Exercise objective — If a line in the records below contains the word "down", copy it.

Recorded data —
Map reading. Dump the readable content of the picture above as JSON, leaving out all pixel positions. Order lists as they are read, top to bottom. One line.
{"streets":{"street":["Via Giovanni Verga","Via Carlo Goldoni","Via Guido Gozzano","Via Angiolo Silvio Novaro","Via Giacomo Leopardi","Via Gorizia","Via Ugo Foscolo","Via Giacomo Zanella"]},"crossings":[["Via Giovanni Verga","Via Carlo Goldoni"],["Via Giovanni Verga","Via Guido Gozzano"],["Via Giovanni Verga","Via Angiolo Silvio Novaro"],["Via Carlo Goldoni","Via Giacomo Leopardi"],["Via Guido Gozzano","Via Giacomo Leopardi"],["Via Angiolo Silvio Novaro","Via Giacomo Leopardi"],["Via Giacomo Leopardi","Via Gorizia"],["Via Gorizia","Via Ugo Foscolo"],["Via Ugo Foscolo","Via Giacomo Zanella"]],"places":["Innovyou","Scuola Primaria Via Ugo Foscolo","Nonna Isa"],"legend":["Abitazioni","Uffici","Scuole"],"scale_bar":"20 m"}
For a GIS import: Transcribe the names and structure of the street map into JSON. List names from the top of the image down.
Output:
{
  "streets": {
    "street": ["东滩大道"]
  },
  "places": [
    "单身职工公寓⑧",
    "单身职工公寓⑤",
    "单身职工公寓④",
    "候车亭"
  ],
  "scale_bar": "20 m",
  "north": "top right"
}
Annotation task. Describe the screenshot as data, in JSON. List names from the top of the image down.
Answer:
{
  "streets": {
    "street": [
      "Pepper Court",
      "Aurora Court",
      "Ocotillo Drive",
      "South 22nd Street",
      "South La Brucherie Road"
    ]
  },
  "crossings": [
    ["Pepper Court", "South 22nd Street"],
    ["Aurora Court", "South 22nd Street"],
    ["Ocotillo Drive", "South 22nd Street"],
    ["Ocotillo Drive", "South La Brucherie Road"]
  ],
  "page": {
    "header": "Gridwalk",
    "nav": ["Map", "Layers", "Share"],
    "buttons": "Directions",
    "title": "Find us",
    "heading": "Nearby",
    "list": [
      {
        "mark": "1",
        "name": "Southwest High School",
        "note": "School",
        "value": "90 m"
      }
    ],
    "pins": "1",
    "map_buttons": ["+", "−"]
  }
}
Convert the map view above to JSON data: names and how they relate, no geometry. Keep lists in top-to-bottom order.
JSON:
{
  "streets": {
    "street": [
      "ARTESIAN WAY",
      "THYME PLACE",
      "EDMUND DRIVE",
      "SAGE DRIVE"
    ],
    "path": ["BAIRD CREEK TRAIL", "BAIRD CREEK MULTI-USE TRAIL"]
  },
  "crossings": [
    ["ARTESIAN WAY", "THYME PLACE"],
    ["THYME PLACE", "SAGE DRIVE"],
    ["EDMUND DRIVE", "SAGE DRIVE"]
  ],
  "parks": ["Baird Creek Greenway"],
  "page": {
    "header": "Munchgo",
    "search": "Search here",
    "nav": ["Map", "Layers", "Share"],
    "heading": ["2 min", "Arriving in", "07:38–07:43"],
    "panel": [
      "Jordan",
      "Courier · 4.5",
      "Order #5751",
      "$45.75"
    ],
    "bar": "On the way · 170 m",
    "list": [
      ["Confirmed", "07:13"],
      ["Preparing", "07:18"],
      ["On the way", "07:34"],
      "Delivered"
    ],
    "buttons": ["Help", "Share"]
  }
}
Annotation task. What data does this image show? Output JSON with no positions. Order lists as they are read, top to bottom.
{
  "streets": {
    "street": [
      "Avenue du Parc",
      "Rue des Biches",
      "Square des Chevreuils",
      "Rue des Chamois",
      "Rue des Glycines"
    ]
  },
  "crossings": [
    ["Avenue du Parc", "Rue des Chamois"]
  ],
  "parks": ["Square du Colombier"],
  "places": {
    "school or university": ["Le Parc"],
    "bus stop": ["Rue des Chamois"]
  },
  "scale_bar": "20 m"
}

Problem solution —
For a GIS import: Transcribe the names and structure of the street map into JSON. List names from the top of the image down.
Annotation task. Describe the screenshot as data, in JSON. List names from the top of the image down.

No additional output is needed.